[Dataset records]
::::

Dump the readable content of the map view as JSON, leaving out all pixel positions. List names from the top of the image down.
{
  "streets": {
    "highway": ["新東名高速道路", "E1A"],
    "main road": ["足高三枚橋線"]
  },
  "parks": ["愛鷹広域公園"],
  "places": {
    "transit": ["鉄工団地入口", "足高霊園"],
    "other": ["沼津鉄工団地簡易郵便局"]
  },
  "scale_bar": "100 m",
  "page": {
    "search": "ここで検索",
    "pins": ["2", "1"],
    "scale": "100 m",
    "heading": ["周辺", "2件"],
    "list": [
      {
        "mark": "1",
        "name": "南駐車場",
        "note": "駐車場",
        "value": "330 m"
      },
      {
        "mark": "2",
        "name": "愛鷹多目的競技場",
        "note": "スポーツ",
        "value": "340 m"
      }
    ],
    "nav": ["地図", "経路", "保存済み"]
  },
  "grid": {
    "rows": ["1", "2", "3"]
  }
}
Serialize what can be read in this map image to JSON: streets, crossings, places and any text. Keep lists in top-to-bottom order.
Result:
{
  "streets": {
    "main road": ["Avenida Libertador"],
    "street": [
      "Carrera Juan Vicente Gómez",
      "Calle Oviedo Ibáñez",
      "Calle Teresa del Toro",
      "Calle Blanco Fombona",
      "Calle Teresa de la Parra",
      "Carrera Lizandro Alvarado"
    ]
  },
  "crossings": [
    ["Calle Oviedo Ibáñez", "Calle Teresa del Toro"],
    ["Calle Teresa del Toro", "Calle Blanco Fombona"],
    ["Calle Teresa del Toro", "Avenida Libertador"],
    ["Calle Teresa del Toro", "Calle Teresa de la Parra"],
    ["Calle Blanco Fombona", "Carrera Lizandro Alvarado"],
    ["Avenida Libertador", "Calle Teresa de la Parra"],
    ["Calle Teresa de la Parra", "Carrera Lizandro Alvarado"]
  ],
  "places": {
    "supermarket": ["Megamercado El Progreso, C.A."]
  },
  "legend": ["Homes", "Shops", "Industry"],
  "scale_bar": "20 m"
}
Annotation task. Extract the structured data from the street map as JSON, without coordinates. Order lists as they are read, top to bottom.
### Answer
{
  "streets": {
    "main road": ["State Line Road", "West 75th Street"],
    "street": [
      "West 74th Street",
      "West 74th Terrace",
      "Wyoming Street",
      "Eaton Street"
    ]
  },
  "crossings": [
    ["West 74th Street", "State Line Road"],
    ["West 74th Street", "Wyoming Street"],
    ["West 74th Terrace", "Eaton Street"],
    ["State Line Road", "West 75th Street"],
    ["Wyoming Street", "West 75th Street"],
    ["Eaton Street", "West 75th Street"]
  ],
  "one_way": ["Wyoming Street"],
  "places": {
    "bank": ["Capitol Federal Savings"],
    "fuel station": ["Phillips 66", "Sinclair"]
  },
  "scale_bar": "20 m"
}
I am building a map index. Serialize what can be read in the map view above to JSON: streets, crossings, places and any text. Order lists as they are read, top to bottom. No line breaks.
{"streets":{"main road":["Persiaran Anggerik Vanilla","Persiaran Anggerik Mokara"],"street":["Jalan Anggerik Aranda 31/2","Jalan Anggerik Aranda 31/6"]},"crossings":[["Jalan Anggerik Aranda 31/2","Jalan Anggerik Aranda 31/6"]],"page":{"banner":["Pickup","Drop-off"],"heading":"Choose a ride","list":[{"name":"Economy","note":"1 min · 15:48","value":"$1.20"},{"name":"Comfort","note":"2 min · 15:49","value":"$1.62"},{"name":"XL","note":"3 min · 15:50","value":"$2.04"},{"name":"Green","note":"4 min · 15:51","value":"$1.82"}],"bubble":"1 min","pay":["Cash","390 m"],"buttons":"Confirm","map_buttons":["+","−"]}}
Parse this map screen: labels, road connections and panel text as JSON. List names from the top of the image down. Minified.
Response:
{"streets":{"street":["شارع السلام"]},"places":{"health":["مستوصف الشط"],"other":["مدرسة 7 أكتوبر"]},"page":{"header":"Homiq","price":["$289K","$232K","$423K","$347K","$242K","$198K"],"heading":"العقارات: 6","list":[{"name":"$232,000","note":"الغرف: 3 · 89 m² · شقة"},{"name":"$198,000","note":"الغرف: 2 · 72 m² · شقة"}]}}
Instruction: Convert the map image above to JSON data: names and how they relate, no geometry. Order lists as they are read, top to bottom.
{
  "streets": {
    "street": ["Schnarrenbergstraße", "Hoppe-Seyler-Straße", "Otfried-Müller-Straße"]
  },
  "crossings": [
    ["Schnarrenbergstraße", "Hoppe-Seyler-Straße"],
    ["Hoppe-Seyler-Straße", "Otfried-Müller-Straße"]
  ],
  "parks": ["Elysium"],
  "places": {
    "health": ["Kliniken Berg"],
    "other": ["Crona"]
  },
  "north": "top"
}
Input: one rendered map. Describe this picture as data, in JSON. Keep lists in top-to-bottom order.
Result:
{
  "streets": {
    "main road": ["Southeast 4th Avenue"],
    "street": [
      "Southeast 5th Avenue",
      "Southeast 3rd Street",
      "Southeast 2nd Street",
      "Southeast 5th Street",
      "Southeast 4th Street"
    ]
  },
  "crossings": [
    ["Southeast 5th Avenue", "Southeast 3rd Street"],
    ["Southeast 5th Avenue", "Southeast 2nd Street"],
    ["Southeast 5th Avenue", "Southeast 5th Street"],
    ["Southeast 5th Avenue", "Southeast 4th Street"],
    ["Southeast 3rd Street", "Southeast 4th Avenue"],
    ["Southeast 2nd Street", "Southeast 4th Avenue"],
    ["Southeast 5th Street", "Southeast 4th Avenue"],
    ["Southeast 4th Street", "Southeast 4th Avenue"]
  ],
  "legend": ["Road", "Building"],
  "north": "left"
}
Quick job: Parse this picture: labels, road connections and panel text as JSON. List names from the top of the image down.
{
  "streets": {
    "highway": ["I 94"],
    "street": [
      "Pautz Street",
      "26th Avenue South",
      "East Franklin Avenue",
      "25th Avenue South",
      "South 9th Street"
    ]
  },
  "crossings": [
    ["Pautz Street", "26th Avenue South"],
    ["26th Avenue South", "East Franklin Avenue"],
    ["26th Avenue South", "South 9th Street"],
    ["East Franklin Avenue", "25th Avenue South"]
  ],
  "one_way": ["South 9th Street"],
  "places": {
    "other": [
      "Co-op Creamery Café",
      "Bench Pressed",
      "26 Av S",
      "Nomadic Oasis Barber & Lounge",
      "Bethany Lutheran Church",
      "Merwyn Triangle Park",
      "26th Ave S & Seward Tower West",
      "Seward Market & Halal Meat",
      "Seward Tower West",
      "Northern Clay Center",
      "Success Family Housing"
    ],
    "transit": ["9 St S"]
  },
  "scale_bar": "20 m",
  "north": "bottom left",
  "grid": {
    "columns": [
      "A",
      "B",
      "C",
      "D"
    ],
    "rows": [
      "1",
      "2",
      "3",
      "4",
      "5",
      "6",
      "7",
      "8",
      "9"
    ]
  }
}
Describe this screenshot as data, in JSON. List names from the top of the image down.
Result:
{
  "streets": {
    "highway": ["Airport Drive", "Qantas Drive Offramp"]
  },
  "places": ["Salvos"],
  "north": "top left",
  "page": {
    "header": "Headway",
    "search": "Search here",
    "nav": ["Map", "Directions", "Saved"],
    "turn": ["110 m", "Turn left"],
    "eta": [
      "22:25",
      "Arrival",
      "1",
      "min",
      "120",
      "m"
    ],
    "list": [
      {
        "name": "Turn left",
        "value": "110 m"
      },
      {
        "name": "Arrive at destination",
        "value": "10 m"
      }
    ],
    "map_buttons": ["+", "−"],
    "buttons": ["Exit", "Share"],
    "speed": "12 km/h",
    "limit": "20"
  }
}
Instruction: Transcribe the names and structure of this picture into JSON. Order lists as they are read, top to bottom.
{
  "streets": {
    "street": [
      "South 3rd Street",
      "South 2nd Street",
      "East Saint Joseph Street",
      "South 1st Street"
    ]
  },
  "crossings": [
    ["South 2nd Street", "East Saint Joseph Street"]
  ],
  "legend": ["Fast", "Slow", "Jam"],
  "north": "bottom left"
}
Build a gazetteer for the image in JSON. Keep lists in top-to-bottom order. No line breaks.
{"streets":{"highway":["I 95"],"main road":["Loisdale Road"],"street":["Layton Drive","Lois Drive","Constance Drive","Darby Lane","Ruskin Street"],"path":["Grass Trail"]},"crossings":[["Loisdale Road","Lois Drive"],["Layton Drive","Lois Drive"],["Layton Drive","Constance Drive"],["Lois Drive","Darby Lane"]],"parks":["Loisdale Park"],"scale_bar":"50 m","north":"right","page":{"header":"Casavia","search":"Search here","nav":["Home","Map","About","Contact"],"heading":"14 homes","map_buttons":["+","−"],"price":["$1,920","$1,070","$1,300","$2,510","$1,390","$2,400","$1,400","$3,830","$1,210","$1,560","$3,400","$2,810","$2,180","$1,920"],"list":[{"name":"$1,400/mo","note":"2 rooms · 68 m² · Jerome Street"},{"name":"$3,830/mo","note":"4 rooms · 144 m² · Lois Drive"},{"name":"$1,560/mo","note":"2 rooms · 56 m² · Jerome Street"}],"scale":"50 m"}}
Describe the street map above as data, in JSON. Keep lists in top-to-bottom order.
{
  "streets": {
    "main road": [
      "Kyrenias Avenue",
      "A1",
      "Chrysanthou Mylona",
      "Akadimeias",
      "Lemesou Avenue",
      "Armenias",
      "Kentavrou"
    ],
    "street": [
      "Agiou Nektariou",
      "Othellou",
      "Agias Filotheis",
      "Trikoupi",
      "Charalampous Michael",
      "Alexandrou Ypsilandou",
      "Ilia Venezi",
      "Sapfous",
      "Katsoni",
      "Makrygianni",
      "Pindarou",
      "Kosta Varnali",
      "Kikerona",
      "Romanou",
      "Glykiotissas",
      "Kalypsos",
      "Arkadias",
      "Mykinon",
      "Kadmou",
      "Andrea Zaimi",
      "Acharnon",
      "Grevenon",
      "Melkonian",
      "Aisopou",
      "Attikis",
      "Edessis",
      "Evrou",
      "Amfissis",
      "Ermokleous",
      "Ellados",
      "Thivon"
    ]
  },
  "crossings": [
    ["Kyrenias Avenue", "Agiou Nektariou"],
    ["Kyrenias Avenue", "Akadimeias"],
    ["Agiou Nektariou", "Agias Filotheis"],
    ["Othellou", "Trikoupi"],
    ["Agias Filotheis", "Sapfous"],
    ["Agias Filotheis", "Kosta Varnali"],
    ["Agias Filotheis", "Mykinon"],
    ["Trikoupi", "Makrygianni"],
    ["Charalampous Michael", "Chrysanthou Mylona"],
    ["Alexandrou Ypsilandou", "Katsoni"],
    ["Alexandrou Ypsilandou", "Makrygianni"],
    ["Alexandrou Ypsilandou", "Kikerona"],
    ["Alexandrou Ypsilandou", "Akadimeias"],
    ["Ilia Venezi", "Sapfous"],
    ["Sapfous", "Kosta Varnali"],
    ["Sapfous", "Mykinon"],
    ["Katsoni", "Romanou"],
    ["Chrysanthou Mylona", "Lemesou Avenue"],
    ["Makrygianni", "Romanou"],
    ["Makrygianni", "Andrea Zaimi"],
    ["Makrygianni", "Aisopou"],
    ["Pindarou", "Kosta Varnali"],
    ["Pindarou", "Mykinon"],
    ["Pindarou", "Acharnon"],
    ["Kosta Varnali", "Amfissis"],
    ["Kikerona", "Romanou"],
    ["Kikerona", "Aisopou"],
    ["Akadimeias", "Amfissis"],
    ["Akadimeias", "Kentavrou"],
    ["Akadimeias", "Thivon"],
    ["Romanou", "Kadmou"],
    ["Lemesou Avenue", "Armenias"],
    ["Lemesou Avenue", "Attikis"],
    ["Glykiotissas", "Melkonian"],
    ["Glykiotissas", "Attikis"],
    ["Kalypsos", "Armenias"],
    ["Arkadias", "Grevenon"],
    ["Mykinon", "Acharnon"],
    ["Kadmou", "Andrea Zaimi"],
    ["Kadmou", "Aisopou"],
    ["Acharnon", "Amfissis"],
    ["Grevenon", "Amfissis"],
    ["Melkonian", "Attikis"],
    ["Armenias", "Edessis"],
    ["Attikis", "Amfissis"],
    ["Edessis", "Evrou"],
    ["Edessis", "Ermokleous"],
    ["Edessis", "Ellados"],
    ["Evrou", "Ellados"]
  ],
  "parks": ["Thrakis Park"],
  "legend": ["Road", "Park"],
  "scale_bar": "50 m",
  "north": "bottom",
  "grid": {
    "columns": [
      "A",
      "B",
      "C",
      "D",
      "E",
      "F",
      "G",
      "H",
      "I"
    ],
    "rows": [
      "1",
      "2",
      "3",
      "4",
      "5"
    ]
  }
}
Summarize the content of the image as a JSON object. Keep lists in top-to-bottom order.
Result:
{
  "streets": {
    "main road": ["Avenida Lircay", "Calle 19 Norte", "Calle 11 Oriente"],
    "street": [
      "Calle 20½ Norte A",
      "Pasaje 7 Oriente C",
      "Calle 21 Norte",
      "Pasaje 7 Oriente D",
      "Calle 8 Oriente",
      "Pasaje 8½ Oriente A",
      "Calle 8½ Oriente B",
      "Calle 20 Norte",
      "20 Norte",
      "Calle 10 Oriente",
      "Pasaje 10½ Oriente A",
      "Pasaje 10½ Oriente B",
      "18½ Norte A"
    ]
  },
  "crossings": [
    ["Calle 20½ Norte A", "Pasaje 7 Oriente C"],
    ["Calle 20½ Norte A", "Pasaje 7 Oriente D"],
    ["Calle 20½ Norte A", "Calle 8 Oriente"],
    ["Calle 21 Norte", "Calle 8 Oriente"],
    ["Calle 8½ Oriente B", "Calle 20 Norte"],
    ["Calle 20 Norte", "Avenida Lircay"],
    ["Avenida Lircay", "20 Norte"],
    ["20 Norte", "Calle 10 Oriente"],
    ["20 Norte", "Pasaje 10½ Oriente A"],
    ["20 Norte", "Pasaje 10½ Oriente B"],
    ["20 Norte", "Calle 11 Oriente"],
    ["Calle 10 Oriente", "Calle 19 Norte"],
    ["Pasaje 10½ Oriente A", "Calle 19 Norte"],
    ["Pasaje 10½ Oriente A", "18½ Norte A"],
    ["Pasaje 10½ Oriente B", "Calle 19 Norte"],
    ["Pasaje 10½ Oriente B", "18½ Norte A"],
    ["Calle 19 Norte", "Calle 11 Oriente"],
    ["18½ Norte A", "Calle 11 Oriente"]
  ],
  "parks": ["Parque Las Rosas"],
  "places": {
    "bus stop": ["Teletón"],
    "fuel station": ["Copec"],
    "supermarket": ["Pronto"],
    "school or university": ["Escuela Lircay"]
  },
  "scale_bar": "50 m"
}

::::

Starting at the line that has "Instruction: Convert the" and ending at the line that has "Input: one rendered", please write out the lines above exactly, leaving out all others.

Instruction: Convert the map image above to JSON data: names and how they relate, no geometry. Order lists as they are read, top to bottom.
{
  "streets": {
    "street": ["Schnarrenbergstraße", "Hoppe-Seyler-Straße", "Otfried-Müller-Straße"]
  },
  "crossings": [
    ["Schnarrenbergstraße", "Hoppe-Seyler-Straße"],
    ["Hoppe-Seyler-Straße", "Otfried-Müller-Straße"]
  ],
  "parks": ["Elysium"],
  "places": {
    "health": ["Kliniken Berg"],
    "other": ["Crona"]
  },
  "north": "top"
}
Input: one rendered map. Describe this picture as data, in JSON. Keep lists in top-to-bottom order.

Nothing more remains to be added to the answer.